Goal of the exercise:
Write back every line of the listing exactly, excluding images.

Input data:

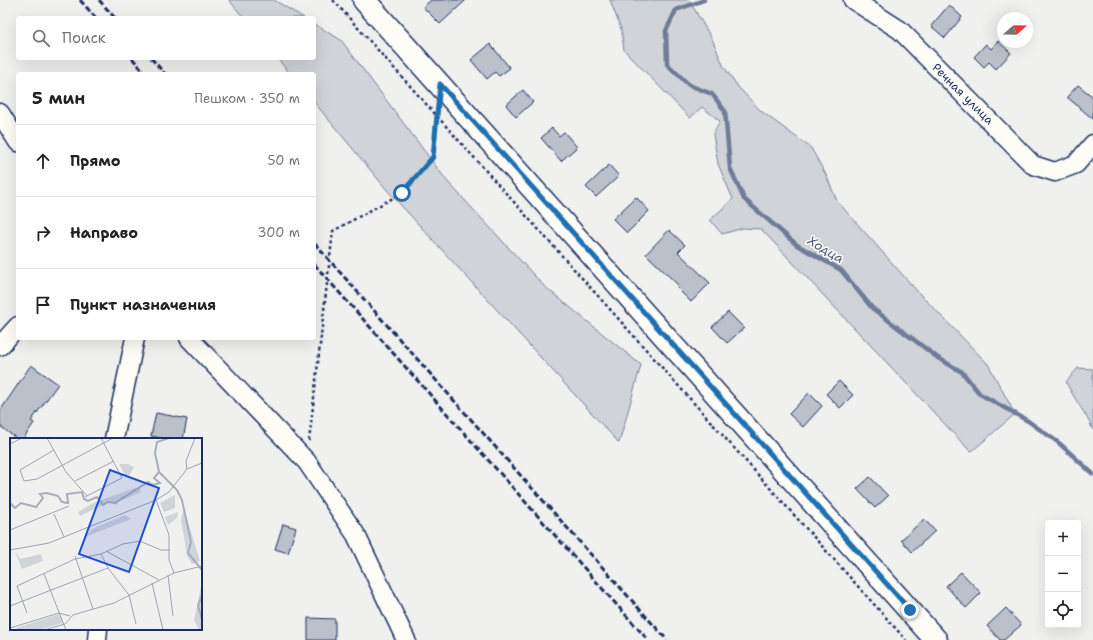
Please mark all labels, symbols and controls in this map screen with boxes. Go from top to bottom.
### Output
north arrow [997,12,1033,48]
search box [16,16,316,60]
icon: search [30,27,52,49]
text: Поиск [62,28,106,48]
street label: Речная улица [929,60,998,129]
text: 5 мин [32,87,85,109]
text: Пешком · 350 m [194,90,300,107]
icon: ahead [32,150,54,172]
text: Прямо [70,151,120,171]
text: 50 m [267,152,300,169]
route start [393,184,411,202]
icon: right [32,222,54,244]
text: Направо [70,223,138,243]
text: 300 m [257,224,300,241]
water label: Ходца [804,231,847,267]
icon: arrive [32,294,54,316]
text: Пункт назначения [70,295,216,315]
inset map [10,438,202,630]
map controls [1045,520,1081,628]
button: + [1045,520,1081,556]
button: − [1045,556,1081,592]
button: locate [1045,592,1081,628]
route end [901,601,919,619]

Reply:
Please mark all labels, symbols and controls in this map screen with boxes. Go from top to bottom.
### Output
north arrow [997,12,1033,48]
search box [16,16,316,60]
icon: search [30,27,52,49]
text: Поиск [62,28,106,48]
street label: Речная улица [929,60,998,129]
text: 5 мин [32,87,85,109]
text: Пешком · 350 m [194,90,300,107]
icon: ahead [32,150,54,172]
text: Прямо [70,151,120,171]
text: 50 m [267,152,300,169]
route start [393,184,411,202]
icon: right [32,222,54,244]
text: Направо [70,223,138,243]
text: 300 m [257,224,300,241]
water label: Ходца [804,231,847,267]
icon: arrive [32,294,54,316]
text: Пункт назначения [70,295,216,315]
inset map [10,438,202,630]
map controls [1045,520,1081,628]
button: + [1045,520,1081,556]
button: − [1045,556,1081,592]
button: locate [1045,592,1081,628]
route end [901,601,919,619]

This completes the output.